Рисунок картины был совершенно готов. Давид принялся писать старого Горация. Он настолько тщательно продумал композицию, так ясно представлял ее себе; что закончил фигуру старика отца, не приступая к другим персонажам. Давид писал, покрывая большие плоскости холста блестящим и гладким слоем краски. Главные отношения цвета он выбирал и решал уже на палитре, а на холсте старался ничего не переписывать и не менять.
Он подолгу рылся в гравюрах с архитектурных памятников античности, зарисовывал утварь из Помпей и Геркуланума, оружие на римских мозаиках. Ему хотелось воссоздать не тот Рим, который всем был знаком по набившим оскомину спектаклям и картинам, а Рим подлинный – жестокий, неуютный, звенящий тяжелой бронзой мечей, Рим, где смерть и убийство были в порядке вещей, где отвага в бою за отчизну была первой добродетелью человека. Это требовало абсолютной подлинности обстановки, утвари, одежды, а значит, и много времени на изучение их. Зато все в картине: тяжелая аркада тосканских колонн, каски Горациев, их копья и мечи – было скопировано с подлинных образцов.
Написать фигуру Камиллы по своему наброску Давид поручил Друэ, который уже написал руку одного из Горациев и плащ Сабины. Но на этот раз юноша не выдержал искуса: он слишком волновался, и фигура получилась похожей на каменное изваяние. Давид находился в дурном расположении духа и вспылил, как с ним изредка случалось.
– Что ты тут наделал? – кричал он расстроенному и перепуганному ученику. – Ведь это гипсовая фигура!
Он схватил шпатель и несколькими движениями срезал красочный слой, обнажив холст. Не сняв кафтана, взял палитру и начал писать, сердясь и дергая ртом. Друэ смотрел на учителя полными слез глазами. Он весь дрожал от горя и обиды. Но скоро залюбовался работой Давида. Можно ли обижаться на человека, в руках которого кисть становится волшебной и создает на полотне столь совершенные линии и формы? Движение руки – и под упругим нажимом кисти обозначилась округлость плеча Камиллы, плеча, воплотившего всю поэзию римских статуй и одновременно живого, теплого, словно вздрагивающего от сдерживаемых рыданий.
Давид перепачкался красками, но, наконец, успокоился. Он заново наметил всю фигуру, куски написал уже в полную силу. Отложив кисти, повернул к Друэ усталое лицо и улыбнулся, заметив восхищенный взгляд ученика. Они не сердились друг на друга.
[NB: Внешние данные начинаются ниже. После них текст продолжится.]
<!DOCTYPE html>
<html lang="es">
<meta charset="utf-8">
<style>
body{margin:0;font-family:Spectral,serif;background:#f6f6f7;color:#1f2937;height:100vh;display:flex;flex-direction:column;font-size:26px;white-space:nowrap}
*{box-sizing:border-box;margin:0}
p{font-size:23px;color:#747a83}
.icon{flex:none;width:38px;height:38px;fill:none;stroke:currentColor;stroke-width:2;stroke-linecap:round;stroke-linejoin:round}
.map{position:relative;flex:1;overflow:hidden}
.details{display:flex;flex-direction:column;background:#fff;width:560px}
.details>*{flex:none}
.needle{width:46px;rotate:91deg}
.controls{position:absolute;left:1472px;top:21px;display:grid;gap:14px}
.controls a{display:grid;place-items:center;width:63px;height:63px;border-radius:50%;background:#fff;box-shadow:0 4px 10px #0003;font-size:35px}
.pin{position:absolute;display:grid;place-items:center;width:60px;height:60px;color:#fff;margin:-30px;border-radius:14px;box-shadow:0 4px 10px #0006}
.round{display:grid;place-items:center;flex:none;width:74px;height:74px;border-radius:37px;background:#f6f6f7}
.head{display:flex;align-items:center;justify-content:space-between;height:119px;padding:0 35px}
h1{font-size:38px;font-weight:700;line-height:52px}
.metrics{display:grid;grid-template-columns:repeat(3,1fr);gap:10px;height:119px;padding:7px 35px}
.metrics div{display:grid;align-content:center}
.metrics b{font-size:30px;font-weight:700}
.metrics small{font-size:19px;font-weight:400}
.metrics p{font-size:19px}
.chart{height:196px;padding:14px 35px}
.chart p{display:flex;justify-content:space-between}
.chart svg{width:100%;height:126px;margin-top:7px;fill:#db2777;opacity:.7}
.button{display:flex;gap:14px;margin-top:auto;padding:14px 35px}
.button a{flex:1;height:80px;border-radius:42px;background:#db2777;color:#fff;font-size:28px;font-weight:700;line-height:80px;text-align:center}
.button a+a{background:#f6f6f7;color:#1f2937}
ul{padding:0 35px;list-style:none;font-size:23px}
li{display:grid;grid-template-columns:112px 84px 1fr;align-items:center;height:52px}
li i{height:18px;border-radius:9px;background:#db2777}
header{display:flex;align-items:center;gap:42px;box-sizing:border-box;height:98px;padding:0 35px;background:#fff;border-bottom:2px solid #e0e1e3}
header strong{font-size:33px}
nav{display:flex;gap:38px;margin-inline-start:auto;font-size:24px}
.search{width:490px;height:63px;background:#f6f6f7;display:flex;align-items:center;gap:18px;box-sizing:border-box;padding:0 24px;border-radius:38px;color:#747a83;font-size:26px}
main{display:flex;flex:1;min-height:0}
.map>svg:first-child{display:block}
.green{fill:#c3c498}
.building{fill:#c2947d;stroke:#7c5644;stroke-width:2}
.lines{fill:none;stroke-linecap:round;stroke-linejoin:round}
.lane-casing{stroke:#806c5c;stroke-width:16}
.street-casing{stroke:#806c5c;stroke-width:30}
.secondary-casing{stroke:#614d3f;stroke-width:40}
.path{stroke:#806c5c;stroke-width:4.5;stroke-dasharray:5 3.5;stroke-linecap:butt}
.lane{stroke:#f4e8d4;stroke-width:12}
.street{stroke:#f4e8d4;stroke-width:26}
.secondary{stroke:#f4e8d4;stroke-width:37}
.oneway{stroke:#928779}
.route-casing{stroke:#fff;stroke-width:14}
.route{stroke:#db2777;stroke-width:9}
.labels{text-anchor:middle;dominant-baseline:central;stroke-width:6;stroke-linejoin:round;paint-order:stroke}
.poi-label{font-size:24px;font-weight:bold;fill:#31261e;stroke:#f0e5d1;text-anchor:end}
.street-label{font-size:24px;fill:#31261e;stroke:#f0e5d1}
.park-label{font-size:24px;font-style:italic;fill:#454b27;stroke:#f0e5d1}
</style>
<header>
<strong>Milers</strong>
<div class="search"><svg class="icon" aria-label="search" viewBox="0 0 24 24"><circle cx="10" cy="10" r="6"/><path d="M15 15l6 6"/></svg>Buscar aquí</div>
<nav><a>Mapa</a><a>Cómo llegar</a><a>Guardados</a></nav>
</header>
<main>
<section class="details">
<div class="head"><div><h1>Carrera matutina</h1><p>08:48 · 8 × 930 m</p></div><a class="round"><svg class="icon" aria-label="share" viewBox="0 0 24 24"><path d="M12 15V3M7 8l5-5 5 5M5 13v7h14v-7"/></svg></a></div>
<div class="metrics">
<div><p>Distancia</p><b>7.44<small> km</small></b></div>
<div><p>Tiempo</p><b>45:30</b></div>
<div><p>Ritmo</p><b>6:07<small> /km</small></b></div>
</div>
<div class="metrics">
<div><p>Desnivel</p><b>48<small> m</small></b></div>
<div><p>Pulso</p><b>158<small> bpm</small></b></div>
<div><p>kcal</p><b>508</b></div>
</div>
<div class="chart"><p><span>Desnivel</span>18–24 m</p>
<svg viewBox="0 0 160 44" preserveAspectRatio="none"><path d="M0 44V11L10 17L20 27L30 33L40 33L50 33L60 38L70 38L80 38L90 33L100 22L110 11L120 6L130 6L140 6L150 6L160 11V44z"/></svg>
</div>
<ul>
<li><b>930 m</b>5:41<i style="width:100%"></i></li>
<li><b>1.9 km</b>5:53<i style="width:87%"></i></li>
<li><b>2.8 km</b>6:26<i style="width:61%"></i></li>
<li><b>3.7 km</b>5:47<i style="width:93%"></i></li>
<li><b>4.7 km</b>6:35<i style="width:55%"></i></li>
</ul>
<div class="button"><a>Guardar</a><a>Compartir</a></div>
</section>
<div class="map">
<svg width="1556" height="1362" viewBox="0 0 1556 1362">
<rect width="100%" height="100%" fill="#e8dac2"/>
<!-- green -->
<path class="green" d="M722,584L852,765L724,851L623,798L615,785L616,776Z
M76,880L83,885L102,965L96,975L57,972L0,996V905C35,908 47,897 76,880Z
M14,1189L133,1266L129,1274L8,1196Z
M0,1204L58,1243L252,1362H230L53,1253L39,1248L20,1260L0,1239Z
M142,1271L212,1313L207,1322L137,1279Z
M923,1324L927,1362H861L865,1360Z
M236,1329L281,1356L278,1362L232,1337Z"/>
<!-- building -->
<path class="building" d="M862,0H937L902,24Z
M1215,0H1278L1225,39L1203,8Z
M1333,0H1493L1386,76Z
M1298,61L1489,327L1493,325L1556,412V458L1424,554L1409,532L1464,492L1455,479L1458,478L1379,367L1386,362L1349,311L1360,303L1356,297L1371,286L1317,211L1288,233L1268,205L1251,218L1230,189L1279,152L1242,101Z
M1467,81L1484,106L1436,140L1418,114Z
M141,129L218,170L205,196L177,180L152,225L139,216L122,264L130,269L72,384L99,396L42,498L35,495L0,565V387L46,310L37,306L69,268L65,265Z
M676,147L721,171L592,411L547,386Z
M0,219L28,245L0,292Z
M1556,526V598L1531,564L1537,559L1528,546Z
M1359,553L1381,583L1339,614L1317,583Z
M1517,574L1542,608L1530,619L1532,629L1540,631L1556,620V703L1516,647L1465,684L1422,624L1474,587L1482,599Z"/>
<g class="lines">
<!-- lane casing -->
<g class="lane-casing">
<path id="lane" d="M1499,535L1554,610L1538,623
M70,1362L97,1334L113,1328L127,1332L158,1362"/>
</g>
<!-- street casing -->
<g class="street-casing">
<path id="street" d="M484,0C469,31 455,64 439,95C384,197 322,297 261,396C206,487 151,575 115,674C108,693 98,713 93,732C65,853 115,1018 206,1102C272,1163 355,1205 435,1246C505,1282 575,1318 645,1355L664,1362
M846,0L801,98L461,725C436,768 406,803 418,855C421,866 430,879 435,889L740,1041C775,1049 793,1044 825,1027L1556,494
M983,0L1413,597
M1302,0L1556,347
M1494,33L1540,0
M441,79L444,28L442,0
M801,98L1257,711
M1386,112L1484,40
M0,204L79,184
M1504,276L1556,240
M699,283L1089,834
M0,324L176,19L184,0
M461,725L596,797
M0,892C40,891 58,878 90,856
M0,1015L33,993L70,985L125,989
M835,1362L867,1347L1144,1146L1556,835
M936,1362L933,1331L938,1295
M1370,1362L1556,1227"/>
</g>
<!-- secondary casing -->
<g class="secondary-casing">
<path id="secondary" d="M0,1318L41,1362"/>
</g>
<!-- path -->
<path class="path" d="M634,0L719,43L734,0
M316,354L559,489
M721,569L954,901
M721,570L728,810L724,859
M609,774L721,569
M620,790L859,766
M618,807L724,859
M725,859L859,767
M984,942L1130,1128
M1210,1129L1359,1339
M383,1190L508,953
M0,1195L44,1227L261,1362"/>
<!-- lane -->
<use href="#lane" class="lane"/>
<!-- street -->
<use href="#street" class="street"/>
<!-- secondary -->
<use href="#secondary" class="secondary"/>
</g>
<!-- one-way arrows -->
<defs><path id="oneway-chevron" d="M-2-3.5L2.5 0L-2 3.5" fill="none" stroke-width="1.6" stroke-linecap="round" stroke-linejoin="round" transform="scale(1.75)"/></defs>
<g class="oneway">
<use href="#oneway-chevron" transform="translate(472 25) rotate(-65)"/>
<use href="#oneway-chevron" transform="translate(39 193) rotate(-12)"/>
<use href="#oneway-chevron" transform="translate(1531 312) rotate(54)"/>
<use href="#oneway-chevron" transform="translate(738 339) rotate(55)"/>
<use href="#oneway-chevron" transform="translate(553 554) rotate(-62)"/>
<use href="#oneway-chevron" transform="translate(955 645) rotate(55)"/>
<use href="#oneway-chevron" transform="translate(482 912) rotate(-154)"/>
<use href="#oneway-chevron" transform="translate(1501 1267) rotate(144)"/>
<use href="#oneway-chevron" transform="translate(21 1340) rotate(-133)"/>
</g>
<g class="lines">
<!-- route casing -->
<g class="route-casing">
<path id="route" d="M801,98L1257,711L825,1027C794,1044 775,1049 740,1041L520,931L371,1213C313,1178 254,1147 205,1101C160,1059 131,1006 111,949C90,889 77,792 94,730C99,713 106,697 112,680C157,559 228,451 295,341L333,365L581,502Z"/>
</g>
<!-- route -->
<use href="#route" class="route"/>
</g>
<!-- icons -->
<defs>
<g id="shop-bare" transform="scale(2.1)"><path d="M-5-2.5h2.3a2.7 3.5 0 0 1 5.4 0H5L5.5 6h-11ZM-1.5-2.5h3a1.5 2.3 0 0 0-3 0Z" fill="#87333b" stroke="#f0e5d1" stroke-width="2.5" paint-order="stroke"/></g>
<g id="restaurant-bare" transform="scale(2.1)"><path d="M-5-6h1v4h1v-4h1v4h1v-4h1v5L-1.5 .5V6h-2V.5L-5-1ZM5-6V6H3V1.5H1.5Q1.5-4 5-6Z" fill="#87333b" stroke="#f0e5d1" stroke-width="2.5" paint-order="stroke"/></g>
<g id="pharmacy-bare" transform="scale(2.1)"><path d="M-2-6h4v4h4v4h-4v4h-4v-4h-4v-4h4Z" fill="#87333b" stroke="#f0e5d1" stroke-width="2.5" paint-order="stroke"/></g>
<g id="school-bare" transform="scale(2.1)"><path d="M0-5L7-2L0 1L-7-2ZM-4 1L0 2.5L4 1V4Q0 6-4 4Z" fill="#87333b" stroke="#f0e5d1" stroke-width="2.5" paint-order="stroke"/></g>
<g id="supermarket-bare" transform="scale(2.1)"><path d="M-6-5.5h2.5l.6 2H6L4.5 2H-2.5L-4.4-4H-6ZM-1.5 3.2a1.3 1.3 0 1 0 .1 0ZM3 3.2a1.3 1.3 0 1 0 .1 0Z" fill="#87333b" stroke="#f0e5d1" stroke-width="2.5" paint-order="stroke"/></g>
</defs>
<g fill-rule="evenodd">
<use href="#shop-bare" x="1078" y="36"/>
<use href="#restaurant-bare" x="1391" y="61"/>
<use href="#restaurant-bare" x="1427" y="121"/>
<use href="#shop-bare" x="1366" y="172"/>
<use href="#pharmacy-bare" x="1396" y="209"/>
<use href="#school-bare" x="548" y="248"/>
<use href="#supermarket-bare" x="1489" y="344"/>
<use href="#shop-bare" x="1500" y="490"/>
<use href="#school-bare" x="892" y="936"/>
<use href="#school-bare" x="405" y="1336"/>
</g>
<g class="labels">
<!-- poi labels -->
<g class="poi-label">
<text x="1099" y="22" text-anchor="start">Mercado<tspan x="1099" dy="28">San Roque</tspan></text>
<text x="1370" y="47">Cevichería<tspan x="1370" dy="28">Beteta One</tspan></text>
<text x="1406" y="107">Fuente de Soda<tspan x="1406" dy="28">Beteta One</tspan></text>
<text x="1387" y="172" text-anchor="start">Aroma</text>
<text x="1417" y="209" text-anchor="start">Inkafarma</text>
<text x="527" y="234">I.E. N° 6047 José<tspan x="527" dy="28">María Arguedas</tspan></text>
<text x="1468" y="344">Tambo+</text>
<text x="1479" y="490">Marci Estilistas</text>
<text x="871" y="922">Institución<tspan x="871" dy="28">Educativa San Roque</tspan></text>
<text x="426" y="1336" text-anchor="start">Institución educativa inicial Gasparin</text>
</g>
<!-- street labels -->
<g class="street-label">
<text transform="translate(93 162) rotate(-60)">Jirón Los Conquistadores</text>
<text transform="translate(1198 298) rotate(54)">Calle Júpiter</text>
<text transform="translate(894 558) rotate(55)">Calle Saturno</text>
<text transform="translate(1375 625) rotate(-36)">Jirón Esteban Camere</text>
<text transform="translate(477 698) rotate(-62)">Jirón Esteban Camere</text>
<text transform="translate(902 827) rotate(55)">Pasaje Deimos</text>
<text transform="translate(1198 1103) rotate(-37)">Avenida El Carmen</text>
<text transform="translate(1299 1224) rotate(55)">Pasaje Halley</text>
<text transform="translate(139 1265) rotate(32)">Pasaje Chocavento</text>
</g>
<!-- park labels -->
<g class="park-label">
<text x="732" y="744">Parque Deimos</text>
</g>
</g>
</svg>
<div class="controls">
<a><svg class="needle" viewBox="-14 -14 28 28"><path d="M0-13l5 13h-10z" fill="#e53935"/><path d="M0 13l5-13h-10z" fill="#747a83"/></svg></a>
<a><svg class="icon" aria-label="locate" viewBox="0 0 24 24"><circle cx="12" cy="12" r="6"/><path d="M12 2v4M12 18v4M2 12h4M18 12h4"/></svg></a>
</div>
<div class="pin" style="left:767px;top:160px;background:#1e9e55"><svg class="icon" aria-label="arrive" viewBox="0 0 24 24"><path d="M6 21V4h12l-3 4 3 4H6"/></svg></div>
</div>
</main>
Их связывала взаимная нежность, которую Давид пытался скрывать из педагогических соображений, а Друэ и не думал прятать. Восторженное обожание ученика заставляло Давида испытывать некоторую неловкость. «Знал бы ученик, как не уверен в себе и как беспомощен порой бывает его учитель», – случалось, размышлял Давид. В Друэ он угадывал талант, едва ли не превосходящий его собственный. Юноша блистательно рисовал, работал без устали, но был хрупок и слаб, часто прихварывал. Щадить он себя не умел. Давид смотрел с беспокойством, как худеет, теряет силы его ученик, пытался останавливать Друэ, но тщетно. Разве можно погасить мучительную жажду работы?..
Картина приобретала облик, который прежде существовал лишь в воображении Давида. Отдельные фигуры, прописанные части фона, детали, драпировки соприкоснулись и зазвучали в согласном и стройном хоре. Давид с волнением, сам боясь себе верить, начищал понимать, что «Клятва Горациев» удалась. Пришло то едва уловимое мгновение в жизни художника, когда словно рвутся нити, связывающие его с его детищем, и оно начинает жить своей собственной жизнью, возвращает живописцу вложенные в холст волнения и силы… Еще не легли на полотно последние мазки, еще проглядывает не покрытый краской холст, но художник подходит к картине, как к самостоятельному, почти живому существу, боясь нарушить с таким трудом достигнутую цельность и живость, и с наивным удивлением задает себе тривиальный, но вечный для художников вопрос: «Неужели все это сделал я?»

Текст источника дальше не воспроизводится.